Top of INFORMATION SUPPLIED
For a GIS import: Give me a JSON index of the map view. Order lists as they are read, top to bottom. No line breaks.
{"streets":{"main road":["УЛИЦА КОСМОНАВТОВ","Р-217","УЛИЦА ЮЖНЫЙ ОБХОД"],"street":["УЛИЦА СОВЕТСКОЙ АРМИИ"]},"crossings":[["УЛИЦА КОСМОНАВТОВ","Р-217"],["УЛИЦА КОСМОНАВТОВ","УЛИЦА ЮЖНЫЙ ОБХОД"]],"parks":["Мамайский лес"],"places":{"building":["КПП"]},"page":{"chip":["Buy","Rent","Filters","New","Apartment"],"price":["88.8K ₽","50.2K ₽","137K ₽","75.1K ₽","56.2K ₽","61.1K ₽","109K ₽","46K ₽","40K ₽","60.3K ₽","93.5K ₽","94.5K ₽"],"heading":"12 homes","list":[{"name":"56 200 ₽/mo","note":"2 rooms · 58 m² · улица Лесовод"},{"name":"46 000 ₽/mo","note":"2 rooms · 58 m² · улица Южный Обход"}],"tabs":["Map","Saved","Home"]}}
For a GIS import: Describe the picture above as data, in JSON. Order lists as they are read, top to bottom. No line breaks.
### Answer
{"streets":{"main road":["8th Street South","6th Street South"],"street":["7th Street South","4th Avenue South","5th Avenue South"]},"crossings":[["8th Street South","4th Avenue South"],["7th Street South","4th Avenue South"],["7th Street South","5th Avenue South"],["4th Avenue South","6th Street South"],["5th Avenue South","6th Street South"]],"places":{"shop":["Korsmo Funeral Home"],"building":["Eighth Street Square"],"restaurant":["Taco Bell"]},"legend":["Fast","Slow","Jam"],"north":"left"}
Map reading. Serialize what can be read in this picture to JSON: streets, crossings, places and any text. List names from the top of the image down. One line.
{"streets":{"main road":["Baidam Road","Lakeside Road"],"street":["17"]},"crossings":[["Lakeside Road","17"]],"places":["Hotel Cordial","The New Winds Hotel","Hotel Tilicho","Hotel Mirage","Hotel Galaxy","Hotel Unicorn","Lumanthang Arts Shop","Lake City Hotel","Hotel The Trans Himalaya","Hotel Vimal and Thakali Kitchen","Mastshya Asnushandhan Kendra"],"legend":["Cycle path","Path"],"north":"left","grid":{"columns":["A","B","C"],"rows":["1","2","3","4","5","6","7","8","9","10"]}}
Bottom of INFORMATION SUPPLIED
> [TASK STATEMENT]: The entries listed above are to be output exactly. Leave none out.

> [RESPONSE AREA]:
For a GIS import: Give me a JSON index of the map view. Order lists as they are read, top to bottom. No line breaks.
{"streets":{"main road":["УЛИЦА КОСМОНАВТОВ","Р-217","УЛИЦА ЮЖНЫЙ ОБХОД"],"street":["УЛИЦА СОВЕТСКОЙ АРМИИ"]},"crossings":[["УЛИЦА КОСМОНАВТОВ","Р-217"],["УЛИЦА КОСМОНАВТОВ","УЛИЦА ЮЖНЫЙ ОБХОД"]],"parks":["Мамайский лес"],"places":{"building":["КПП"]},"page":{"chip":["Buy","Rent","Filters","New","Apartment"],"price":["88.8K ₽","50.2K ₽","137K ₽","75.1K ₽","56.2K ₽","61.1K ₽","109K ₽","46K ₽","40K ₽","60.3K ₽","93.5K ₽","94.5K ₽"],"heading":"12 homes","list":[{"name":"56 200 ₽/mo","note":"2 rooms · 58 m² · улица Лесовод"},{"name":"46 000 ₽/mo","note":"2 rooms · 58 m² · улица Южный Обход"}],"tabs":["Map","Saved","Home"]}}
For a GIS import: Describe the picture above as data, in JSON. Order lists as they are read, top to bottom. No line breaks.
### Answer
{"streets":{"main road":["8th Street South","6th Street South"],"street":["7th Street South","4th Avenue South","5th Avenue South"]},"crossings":[["8th Street South","4th Avenue South"],["7th Street South","4th Avenue South"],["7th Street South","5th Avenue South"],["4th Avenue South","6th Street South"],["5th Avenue South","6th Street South"]],"places":{"shop":["Korsmo Funeral Home"],"building":["Eighth Street Square"],"restaurant":["Taco Bell"]},"legend":["Fast","Slow","Jam"],"north":"left"}
Map reading. Serialize what can be read in this picture to JSON: streets, crossings, places and any text. List names from the top of the image down. One line.
{"streets":{"main road":["Baidam Road","Lakeside Road"],"street":["17"]},"crossings":[["Lakeside Road","17"]],"places":["Hotel Cordial","The New Winds Hotel","Hotel Tilicho","Hotel Mirage","Hotel Galaxy","Hotel Unicorn","Lumanthang Arts Shop","Lake City Hotel","Hotel The Trans Himalaya","Hotel Vimal and Thakali Kitchen","Mastshya Asnushandhan Kendra"],"legend":["Cycle path","Path"],"north":"left","grid":{"columns":["A","B","C"],"rows":["1","2","3","4","5","6","7","8","9","10"]}}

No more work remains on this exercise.